Prompt: Family
This will have no real plot sequence so it will be updated rather sporadically. It's also kind of a gathering place for all my katara week 2014 stuff as well.
It was cold and dark- the two components of the night that inspired fear and discomfort. Wind whipped over the saddle in sharp sheets. It came without warning, tearing stands of hair out of her braid to tangle in her mouth and lash across her stinging cheeks. Her eyes watered and she kept reaching up to scrub the moisture away, becoming rougher and rougher as frustration built.
She couldn't make out the streak of land below when she leaned over the saddle. She couldn't make out the outline of her hand when she held it in front of her face. It was as though they were a single entity in a strange plane of nothing, flying nowhere in an all encompassing darkness that they kept hoping would break.
Katara had a lot of faith- but just not tonight.
With darkness around her there was nothing to distract from the steady flicker of memories behind her eyelids.

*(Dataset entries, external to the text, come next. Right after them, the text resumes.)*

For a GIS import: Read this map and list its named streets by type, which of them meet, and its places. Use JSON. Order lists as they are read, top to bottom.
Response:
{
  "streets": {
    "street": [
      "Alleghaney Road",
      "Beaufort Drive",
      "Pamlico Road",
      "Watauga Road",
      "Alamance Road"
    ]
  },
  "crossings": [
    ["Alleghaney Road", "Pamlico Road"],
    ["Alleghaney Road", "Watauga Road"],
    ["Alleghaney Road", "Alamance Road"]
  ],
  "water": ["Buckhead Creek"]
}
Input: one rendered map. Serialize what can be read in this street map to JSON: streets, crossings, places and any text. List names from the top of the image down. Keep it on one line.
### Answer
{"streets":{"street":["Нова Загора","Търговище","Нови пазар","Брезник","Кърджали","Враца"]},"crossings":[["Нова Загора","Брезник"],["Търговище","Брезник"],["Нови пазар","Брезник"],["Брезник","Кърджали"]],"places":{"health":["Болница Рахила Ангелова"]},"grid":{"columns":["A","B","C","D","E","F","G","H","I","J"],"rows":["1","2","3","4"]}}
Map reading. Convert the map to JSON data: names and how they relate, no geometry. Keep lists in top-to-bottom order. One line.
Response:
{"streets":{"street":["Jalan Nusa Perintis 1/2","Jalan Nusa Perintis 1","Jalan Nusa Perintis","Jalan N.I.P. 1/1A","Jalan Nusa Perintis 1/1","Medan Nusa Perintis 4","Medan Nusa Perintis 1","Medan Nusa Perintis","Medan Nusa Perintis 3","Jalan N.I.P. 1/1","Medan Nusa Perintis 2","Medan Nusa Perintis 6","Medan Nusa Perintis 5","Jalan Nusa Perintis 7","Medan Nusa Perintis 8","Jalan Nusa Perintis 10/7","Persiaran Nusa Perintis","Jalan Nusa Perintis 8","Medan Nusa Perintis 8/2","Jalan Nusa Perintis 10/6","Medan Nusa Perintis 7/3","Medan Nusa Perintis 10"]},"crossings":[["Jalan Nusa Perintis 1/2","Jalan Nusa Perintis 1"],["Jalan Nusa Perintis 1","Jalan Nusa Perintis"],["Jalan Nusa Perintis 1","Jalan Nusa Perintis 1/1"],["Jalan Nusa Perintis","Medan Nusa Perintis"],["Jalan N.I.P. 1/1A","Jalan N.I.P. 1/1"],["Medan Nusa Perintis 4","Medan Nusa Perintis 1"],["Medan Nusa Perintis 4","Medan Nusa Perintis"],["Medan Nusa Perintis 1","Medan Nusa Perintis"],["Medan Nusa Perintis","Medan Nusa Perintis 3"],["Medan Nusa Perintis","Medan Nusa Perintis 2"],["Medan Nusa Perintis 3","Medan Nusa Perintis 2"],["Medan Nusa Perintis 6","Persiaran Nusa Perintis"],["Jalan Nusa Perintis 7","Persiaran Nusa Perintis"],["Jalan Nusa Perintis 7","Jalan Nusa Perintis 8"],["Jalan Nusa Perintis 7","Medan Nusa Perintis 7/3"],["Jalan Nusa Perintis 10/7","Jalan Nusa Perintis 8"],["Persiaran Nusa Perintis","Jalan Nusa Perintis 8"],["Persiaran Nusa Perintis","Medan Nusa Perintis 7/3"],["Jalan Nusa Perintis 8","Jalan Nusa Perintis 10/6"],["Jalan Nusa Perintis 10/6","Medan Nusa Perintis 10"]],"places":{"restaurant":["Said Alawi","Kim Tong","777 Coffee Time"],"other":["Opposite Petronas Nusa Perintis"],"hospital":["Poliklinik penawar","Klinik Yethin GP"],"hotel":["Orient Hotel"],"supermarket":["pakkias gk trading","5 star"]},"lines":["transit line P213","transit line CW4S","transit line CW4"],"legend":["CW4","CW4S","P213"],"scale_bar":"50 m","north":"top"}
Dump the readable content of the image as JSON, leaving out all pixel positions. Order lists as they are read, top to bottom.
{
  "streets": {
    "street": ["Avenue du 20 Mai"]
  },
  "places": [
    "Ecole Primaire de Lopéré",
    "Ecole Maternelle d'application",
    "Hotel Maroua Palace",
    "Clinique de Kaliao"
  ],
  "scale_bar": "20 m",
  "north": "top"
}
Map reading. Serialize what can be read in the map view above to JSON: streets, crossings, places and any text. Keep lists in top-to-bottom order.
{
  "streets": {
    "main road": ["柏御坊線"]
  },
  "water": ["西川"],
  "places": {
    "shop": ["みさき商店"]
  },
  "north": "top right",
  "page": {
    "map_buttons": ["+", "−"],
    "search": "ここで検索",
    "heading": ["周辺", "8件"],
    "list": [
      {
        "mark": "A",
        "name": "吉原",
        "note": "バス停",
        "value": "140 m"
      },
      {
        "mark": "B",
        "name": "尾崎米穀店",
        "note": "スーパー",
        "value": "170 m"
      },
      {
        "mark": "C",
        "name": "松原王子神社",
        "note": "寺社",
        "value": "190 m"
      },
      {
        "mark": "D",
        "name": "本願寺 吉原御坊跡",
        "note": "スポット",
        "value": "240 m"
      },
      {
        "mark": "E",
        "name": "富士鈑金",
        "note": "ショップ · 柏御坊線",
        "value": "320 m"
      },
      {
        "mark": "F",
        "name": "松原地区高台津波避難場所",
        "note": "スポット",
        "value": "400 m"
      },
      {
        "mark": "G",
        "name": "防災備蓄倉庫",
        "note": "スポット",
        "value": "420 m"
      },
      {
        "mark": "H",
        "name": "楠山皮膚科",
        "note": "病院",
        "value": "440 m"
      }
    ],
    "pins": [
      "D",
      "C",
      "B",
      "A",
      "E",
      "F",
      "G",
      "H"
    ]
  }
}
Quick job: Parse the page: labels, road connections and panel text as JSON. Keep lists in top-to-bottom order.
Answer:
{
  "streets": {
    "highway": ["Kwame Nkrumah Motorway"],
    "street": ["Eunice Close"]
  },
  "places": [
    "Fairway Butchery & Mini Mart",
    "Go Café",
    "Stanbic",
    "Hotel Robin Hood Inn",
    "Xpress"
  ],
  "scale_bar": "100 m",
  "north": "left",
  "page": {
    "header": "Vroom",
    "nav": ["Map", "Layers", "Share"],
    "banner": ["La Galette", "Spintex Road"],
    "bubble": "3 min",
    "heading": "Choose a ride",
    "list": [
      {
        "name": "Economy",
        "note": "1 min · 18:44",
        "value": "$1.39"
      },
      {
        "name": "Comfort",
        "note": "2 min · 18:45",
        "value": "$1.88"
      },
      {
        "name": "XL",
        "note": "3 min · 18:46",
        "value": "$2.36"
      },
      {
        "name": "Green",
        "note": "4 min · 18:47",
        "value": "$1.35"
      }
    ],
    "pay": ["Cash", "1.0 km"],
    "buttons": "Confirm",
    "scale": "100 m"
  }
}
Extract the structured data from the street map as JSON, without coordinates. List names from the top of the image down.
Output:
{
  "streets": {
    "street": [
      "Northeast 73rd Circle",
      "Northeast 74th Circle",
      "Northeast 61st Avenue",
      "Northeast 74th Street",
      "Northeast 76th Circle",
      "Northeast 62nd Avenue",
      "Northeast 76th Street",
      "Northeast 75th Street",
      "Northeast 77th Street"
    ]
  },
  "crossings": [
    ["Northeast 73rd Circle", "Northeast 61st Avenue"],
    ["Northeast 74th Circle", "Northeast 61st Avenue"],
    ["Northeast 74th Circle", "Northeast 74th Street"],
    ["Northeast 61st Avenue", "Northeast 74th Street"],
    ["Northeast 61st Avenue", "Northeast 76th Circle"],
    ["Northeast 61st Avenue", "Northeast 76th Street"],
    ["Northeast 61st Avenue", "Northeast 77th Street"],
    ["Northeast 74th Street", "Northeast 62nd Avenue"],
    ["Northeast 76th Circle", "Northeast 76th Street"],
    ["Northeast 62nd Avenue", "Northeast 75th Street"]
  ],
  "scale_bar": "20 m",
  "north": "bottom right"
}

Lucid blue against powdered snow that crumpled under her boots- crunch crunch crunch-and the kind of cold that heavy pelts and heavy hands on her shoulders dispelled. Harsh pale faces with shocks of hair like soot and thin lips the color of sliced open fish. Strange voices echoing in the thin air of the village- these voices were meant for humidity to muffle and soften the biting snap of consonants against teeth but they were here and Katara knew with every fiber of her being and every drop of marrow in her bones they did not belong.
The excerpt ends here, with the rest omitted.